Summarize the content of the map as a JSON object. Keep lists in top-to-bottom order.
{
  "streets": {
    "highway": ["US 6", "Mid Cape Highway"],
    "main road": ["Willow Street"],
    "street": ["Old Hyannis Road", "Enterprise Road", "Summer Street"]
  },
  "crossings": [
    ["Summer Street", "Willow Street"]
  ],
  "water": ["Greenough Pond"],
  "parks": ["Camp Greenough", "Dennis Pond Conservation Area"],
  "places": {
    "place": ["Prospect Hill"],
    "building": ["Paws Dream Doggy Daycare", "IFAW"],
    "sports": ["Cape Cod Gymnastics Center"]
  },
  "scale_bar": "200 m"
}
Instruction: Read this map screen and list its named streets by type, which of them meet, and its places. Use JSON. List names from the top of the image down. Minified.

##########

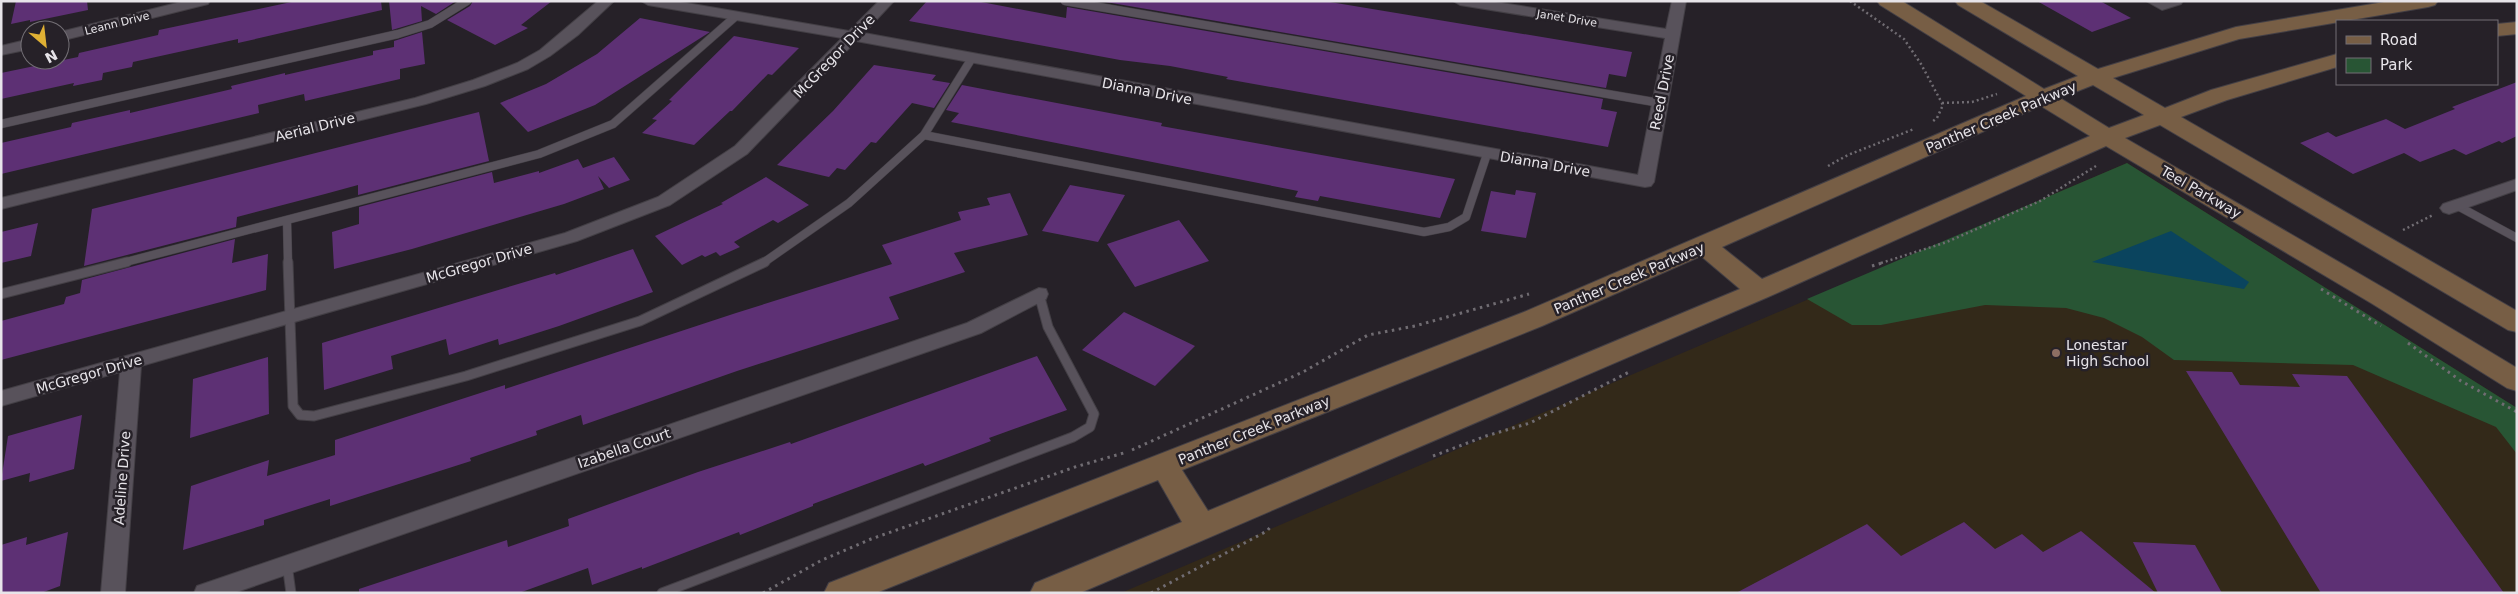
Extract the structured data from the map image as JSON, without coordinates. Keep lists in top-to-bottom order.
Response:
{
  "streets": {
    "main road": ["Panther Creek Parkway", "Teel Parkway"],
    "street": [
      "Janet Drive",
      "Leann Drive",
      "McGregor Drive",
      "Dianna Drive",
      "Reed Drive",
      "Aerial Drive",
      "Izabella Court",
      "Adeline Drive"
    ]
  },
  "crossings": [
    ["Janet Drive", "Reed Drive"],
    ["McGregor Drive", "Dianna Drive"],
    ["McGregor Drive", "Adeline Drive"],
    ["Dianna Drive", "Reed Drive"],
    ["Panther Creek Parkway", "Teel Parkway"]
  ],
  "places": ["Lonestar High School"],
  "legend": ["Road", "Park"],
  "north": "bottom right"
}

##########

In the listing above, find each line with the word "from" and copy it out.

Instruction: Read this map screen and list its named streets by type, which of them meet, and its places. Use JSON. List names from the top of the image down. Minified.
Extract the structured data from the map image as JSON, without coordinates. Keep lists in top-to-bottom order.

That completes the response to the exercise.